-- INFORMATION follows --

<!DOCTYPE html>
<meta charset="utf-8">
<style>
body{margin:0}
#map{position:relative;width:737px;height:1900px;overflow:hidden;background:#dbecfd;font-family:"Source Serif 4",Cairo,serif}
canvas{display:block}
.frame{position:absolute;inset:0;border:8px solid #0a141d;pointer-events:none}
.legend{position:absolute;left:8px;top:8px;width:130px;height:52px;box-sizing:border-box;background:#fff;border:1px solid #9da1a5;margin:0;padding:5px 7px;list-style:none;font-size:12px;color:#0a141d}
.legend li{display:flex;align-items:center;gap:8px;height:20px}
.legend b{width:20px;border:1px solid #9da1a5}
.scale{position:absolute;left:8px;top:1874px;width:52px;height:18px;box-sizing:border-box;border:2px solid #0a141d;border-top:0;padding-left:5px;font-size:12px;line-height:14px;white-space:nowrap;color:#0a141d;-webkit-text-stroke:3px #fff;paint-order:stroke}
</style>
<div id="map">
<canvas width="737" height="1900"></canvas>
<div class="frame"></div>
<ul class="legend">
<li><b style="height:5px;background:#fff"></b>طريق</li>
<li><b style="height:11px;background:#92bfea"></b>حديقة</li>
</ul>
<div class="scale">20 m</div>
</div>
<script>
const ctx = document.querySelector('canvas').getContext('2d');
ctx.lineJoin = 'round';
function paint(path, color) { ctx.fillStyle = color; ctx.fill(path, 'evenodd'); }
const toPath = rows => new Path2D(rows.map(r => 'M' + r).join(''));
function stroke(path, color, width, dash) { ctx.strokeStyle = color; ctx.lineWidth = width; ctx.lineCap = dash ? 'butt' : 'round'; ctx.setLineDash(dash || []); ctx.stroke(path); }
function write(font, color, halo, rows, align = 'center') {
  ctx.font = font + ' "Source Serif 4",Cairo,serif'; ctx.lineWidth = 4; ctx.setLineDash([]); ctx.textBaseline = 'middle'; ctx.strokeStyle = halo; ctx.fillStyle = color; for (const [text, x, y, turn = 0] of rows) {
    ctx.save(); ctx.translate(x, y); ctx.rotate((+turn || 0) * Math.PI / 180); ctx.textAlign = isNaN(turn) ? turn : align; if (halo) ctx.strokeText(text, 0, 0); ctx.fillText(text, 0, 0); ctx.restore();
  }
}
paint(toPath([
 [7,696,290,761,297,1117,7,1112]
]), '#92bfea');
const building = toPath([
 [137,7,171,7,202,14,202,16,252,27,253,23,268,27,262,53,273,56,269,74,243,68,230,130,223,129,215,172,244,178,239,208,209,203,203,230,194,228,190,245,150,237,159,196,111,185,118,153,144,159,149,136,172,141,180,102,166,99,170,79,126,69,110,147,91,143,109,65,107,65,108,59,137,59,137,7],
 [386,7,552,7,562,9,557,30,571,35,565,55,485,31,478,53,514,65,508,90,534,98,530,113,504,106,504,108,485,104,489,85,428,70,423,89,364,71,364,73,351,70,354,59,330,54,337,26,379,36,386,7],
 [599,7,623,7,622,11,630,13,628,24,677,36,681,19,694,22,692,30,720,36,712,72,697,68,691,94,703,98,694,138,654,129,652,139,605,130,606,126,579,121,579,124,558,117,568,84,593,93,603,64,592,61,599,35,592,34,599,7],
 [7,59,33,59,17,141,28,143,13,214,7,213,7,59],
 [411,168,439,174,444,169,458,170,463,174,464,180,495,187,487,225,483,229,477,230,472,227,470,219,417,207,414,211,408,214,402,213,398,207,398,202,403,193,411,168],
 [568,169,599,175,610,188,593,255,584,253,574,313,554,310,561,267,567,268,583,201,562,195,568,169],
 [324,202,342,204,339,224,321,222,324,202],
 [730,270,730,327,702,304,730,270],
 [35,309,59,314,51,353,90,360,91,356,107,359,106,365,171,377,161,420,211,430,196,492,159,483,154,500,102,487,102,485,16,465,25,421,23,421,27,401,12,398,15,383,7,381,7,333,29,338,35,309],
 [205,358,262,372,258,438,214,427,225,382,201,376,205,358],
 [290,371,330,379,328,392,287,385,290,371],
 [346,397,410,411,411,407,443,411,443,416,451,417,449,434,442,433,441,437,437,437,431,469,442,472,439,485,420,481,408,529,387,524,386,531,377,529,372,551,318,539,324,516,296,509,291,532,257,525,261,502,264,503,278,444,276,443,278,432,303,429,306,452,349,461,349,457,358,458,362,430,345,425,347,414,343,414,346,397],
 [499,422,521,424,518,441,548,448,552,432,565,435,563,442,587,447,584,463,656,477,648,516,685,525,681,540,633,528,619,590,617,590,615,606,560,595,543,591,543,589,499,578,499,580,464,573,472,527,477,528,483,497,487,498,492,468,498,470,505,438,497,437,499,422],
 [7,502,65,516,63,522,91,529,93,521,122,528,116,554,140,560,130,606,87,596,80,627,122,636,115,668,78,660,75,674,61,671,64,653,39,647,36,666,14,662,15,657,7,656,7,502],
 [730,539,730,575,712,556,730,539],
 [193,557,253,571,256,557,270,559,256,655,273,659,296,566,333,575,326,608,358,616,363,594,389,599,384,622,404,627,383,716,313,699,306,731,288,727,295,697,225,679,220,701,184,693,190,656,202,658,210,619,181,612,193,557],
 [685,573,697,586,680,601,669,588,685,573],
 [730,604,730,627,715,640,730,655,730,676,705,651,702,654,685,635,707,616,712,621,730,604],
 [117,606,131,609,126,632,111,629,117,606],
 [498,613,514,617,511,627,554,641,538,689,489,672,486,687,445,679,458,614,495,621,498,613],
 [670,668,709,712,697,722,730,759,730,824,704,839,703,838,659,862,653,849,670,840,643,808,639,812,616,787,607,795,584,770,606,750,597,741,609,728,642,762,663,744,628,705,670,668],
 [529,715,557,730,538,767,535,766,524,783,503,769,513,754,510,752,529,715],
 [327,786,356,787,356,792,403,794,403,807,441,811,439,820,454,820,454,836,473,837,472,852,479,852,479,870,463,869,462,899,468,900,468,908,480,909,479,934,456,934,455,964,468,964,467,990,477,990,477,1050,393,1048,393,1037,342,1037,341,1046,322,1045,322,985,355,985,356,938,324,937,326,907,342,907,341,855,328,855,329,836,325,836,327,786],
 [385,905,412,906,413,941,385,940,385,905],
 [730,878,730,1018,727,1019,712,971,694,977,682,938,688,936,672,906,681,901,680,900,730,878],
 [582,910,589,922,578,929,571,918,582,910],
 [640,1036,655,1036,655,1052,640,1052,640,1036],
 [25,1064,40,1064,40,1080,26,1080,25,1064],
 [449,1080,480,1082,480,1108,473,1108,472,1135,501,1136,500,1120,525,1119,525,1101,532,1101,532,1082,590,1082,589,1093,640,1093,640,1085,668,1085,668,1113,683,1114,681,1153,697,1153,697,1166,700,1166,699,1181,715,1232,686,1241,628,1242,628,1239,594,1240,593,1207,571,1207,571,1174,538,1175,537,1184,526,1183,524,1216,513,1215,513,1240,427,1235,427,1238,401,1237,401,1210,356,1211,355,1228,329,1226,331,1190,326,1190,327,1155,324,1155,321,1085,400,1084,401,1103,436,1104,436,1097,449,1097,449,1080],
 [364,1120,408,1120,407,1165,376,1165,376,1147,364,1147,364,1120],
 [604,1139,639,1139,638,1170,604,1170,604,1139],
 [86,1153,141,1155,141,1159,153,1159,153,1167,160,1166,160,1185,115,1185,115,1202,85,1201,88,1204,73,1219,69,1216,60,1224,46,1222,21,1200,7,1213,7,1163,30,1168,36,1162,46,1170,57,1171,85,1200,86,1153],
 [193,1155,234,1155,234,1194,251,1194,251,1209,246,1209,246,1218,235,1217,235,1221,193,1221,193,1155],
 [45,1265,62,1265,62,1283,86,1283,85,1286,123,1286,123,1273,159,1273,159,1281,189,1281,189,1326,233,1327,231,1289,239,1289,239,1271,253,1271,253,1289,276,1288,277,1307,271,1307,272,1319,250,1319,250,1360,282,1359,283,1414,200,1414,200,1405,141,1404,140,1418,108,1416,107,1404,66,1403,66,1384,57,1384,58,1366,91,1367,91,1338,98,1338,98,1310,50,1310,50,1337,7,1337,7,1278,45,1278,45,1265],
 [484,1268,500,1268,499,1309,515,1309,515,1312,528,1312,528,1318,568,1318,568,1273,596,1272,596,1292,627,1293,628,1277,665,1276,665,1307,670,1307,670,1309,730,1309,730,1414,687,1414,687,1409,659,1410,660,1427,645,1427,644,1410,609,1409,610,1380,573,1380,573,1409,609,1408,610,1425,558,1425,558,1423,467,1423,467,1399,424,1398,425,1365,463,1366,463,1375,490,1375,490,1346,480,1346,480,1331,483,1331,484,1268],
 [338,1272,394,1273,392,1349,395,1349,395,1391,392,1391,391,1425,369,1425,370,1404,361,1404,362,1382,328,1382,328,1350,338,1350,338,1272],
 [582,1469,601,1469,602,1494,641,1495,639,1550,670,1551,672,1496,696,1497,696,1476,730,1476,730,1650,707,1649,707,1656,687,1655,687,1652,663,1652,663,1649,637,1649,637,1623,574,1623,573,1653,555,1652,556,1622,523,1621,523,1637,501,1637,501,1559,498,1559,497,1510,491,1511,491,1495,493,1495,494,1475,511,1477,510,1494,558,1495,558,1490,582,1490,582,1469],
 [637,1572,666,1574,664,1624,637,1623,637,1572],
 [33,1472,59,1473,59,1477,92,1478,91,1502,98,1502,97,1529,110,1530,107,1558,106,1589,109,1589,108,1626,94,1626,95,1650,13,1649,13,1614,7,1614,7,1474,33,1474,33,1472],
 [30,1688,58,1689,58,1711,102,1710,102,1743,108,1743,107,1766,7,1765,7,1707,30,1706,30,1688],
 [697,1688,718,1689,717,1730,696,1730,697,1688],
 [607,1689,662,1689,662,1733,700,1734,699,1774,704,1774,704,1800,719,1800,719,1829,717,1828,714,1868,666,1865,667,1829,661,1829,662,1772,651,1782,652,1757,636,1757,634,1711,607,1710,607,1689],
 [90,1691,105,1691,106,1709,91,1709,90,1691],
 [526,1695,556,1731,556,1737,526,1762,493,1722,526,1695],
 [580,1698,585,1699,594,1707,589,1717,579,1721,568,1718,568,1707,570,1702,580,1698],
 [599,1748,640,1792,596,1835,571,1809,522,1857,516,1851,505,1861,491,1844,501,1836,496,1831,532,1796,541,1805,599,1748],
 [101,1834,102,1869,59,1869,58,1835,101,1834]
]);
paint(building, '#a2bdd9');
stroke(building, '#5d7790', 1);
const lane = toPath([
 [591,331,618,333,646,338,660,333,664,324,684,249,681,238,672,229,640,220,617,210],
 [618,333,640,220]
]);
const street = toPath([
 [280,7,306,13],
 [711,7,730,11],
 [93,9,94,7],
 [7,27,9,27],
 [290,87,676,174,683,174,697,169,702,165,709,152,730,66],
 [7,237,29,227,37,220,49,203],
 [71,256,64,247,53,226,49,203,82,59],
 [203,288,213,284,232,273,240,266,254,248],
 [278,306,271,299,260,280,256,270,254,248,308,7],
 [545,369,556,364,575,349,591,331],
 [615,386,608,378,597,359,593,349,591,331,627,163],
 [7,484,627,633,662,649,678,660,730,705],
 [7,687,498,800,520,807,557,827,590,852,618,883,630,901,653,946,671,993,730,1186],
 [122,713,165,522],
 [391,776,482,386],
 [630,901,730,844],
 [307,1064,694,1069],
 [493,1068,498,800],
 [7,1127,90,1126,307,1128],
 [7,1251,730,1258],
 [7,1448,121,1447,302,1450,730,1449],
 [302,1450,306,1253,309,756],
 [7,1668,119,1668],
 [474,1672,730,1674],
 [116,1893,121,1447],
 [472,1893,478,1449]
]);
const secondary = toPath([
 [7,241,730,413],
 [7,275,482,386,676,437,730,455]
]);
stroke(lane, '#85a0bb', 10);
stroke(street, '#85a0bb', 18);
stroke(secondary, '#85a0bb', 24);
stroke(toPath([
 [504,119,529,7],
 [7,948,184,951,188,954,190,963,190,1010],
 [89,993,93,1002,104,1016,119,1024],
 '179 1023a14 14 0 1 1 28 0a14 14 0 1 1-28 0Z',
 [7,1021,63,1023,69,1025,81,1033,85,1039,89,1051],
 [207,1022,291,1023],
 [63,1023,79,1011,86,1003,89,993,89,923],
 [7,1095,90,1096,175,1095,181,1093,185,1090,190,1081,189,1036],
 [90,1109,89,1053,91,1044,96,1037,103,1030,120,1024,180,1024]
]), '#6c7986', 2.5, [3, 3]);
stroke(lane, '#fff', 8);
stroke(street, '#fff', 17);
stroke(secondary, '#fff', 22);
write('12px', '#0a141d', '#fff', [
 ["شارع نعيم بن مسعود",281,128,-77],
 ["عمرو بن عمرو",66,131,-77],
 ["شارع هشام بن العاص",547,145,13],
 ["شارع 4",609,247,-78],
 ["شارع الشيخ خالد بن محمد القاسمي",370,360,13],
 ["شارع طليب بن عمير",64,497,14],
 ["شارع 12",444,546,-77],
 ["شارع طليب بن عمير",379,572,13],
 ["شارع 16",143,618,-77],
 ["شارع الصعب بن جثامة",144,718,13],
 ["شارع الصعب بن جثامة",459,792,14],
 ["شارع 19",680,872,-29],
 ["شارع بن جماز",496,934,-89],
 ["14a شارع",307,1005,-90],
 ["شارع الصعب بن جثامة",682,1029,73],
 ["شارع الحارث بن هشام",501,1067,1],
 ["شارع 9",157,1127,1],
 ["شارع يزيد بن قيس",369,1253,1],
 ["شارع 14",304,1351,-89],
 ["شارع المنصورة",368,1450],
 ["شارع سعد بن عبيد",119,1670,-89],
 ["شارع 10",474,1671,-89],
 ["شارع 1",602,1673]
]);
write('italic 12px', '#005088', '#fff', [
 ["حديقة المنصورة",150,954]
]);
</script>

-- INFORMATION concluded --

Show all lines above holding "lineWidth".

_RESPONSE_
function stroke(path, color, width, dash) { ctx.strokeStyle = color; ctx.lineWidth = width; ctx.lineCap = dash ? 'butt' : 'round'; ctx.setLineDash(dash || []); ctx.stroke(path); }
  ctx.font = font + ' "Source Serif 4",Cairo,serif'; ctx.lineWidth = 4; ctx.setLineDash([]); ctx.textBaseline = 'middle'; ctx.strokeStyle = halo; ctx.fillStyle = color; for (const [text, x, y, turn = 0] of rows) {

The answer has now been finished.